Some parents who choose to throw a birthday party for their children send out invitations through the mail instead of spreading the word in person. In some cases, adults and children from the same household are invited, while other parties are for the children only. Therefore, addressing the envelopes for a child's birthday party requires specific etiquette, depending on who is invited.
Unlike a wedding invitation, most children's birthday party invitations only use one envelope. Therefore, do not worry about the inner envelope and the etiquette for addressing it properly. Fill out the invitation with the appropriate information, slide the invitation into its envelope, address it and mail it out. There is no need to worry about whether the invitation is facing in the right direction or whether you addressed the inside envelope properly. Birthday party invitations are far less formal and have fewer rules.
Inviting Children Only
Some parents consider throwing a child's birthday party with only children present. Parents are free to drop off their child and enjoy a child-free day, presuming they have no other children, and let you handle them for awhile. If this is the case, address the envelope directly to the child. For children under the age of 10, use the first and last name of the child. For children ages 10 to 21, precede the name with the "Miss" or "Mr.," depending on gender.
Inviting Parents and Children
If parents are invited to the party, address the envelope to the child and include the words "and one adult" after the child's name. This lets parents know that one of them should be in attendance at the party to help with crowd control. If, however, you are throwing a bigger party where you are inviting the whole family, address the envelope to all members of the family.
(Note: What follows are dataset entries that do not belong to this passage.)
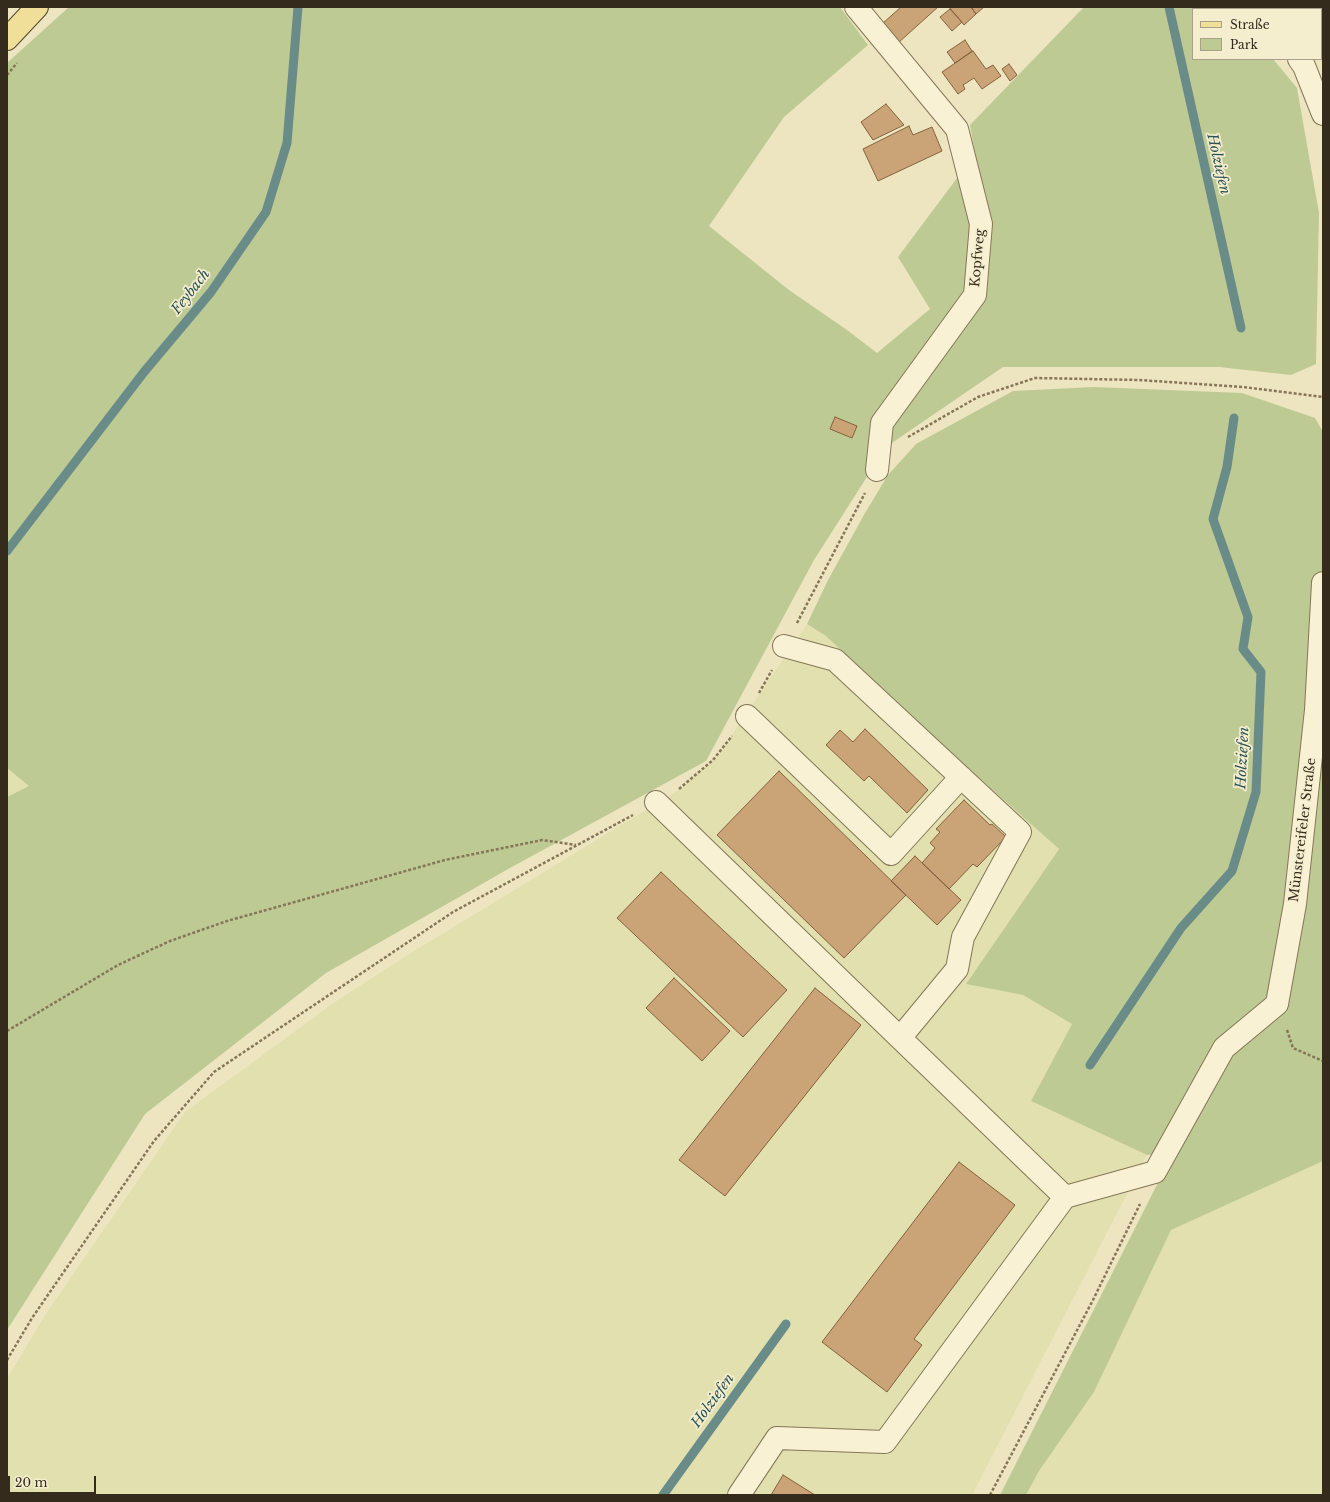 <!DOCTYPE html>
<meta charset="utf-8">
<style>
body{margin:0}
#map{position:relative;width:1330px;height:1502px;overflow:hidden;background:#ede5c0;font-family:"Libre Baskerville",serif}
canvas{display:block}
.frame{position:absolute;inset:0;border:8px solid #352b1d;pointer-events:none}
.legend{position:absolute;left:1192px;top:8px;width:130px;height:52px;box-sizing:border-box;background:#f4eecf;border:1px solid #a8a088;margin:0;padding:5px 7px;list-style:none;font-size:12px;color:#352b1d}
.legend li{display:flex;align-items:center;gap:8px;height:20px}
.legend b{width:20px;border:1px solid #a8a088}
.scale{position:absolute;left:8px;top:1476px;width:88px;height:18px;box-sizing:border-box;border:2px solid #352b1d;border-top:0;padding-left:5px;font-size:12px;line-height:14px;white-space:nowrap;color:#352b1d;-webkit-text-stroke:3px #f4eecf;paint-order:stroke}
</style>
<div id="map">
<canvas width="1330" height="1502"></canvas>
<div class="frame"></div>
<ul class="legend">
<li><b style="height:5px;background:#f0df98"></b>Straße</li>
<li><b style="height:11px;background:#beca94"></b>Park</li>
</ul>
<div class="scale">20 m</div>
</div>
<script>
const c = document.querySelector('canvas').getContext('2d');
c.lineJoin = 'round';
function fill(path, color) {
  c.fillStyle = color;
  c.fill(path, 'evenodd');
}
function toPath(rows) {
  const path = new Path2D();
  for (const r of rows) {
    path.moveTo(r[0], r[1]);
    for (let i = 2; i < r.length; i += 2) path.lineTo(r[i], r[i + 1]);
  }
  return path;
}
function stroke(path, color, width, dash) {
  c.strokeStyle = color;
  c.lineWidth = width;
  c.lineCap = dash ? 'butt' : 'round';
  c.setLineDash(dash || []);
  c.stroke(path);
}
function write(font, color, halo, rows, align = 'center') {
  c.font = font + ' "Libre Baskerville",serif';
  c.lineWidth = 3.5;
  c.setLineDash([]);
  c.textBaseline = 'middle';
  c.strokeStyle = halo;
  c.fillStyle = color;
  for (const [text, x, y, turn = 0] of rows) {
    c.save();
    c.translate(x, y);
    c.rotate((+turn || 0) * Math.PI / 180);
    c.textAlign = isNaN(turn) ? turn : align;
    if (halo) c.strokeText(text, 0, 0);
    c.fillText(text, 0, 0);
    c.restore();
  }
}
fill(toPath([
 [807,624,826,636,942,745,1059,849,966,984,1023,995,1072,1024,1031,1101,1147,1155,972,1495,7,1495,7,1379,45,1315,185,1112,335,1002,406,956,682,788,717,757],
 [7,768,29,786,7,797],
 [1323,1161,1323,1495,1026,1495,1039,1471,1094,1392,1171,1230]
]), '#e2e0ae');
fill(toPath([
 [69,7,840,7,868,45,784,117,709,226,789,290,847,330,877,353,930,309,898,257,975,154,970,125,1084,7,1230,7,1232,9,1193,9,1193,59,1273,59,1297,88,1319,213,1316,364,1291,375,1219,367,1003,367,886,447,814,560,706,761,510,868,326,973,145,1114,7,1330,7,797,29,786,7,768,7,63],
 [1290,7,1323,7,1323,45,1321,42,1321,9,1292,9],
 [1094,387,1242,393,1315,418,1323,432,1323,1161,1171,1230,1094,1392,1039,1471,1026,1495,1000,1495,1173,1153,1147,1155,1031,1101,1072,1024,1023,995,966,984,1059,849,942,745,826,636,807,624,828,580,865,513,888,475,916,444,1013,391]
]), '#beca94');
stroke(toPath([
 [1169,7,1241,328],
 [7,551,144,372,211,292,266,212,287,143,298,7],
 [1090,1065,1181,928,1232,871,1256,792,1261,672,1243,649,1248,617,1213,519,1227,467,1234,418],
 [663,1495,786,1324]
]), '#6a8c88', 9);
const building = toPath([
 [901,7,938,7,898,43,882,24,901,7],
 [949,7,971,7,976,14,964,25,949,7],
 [971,7,984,7,976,14,971,7],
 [950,9,962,22,952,31,940,17,950,9],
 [965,40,972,51,955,63,947,52,965,40],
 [973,51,986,69,993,65,1001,76,982,89,974,78,963,85,965,89,958,94,942,72,973,51],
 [1009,64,1017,75,1010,81,1002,69,1009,64],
 [886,104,904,125,873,140,861,122,886,104],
 [909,126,913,135,932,127,942,151,878,181,863,149,909,126],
 [835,417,857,426,852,438,830,429,835,417],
 [865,729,928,790,907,813,869,776,864,781,863,780,826,745,840,730,853,742,865,729],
 [779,771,906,895,844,958,717,835,779,771],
 [964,800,990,825,992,824,1006,837,977,867,973,864,949,889,922,863,935,848,930,843,940,832,936,829,964,800],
 [915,856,961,900,937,925,891,881,915,856],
 [661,872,787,990,743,1037,617,918,661,872],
 [674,978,730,1031,702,1061,646,1008,674,978],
 [815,988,861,1025,725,1196,679,1160,815,988],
 [959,1162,1015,1205,914,1339,922,1345,887,1392,822,1342,959,1162],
 [783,1475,815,1495,771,1495,783,1475]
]);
fill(building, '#caa376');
stroke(building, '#84623f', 1);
const minor = toPath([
 [856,7,957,129,981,224,975,295,882,423,877,470],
 [1258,7,1259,9],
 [1299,59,1304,66,1323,114],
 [747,716,891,854,961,777],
 [656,802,900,1038,957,969,963,937,1020,832,835,660,784,646],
 [1065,1197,1155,1172,1224,1048,1277,1004,1295,904,1316,710,1323,583],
 [739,1495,777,1438,885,1442,1065,1197,900,1038]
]);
const major = toPath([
 [7,39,37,7]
]);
stroke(minor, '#857658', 24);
stroke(major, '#53432d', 24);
stroke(toPath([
 [1302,9,1303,7],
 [7,75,17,63],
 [908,437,978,397,1035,378,1139,380,1243,387,1323,397],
 [797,623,865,493],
 [759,693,772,670],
 [679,789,713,760,732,736],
 [1287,1030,1293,1048,1323,1061],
 [7,1031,118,965,170,941,227,921,445,860,542,840,576,845],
 [7,1360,32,1318,154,1141,214,1072,453,912,633,815],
 [990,1495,1093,1300,1140,1204]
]), '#857658', 2.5, [3, 2]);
stroke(minor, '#f8f1d3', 22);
stroke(major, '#f0df98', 22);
write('13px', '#352b1d', '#f4eecf', [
 ["Kopfweg",978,258,-85],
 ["Münstereifeler Straße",1303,830,-83]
]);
write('italic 14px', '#2c5355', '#f4eecf', [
 ["Holziefen",1218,164,77],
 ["Feybach",191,292,-52],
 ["Holziefen",1243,758,-87],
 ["Holziefen",713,1401,-54]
]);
</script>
While the use of abbreviations is against etiquette for a wedding invitation, a child's birthday is a less formal event, even if the parents feel it is the most important event of the year. Therefore, it is perfectly acceptable to use abbreviations on the envelope for a child's birthday party. The abbreviations that are considered normal for a regular letter are acceptable when addressing the envelopes, such as street name abbreviations and the two-letter postal code for the state.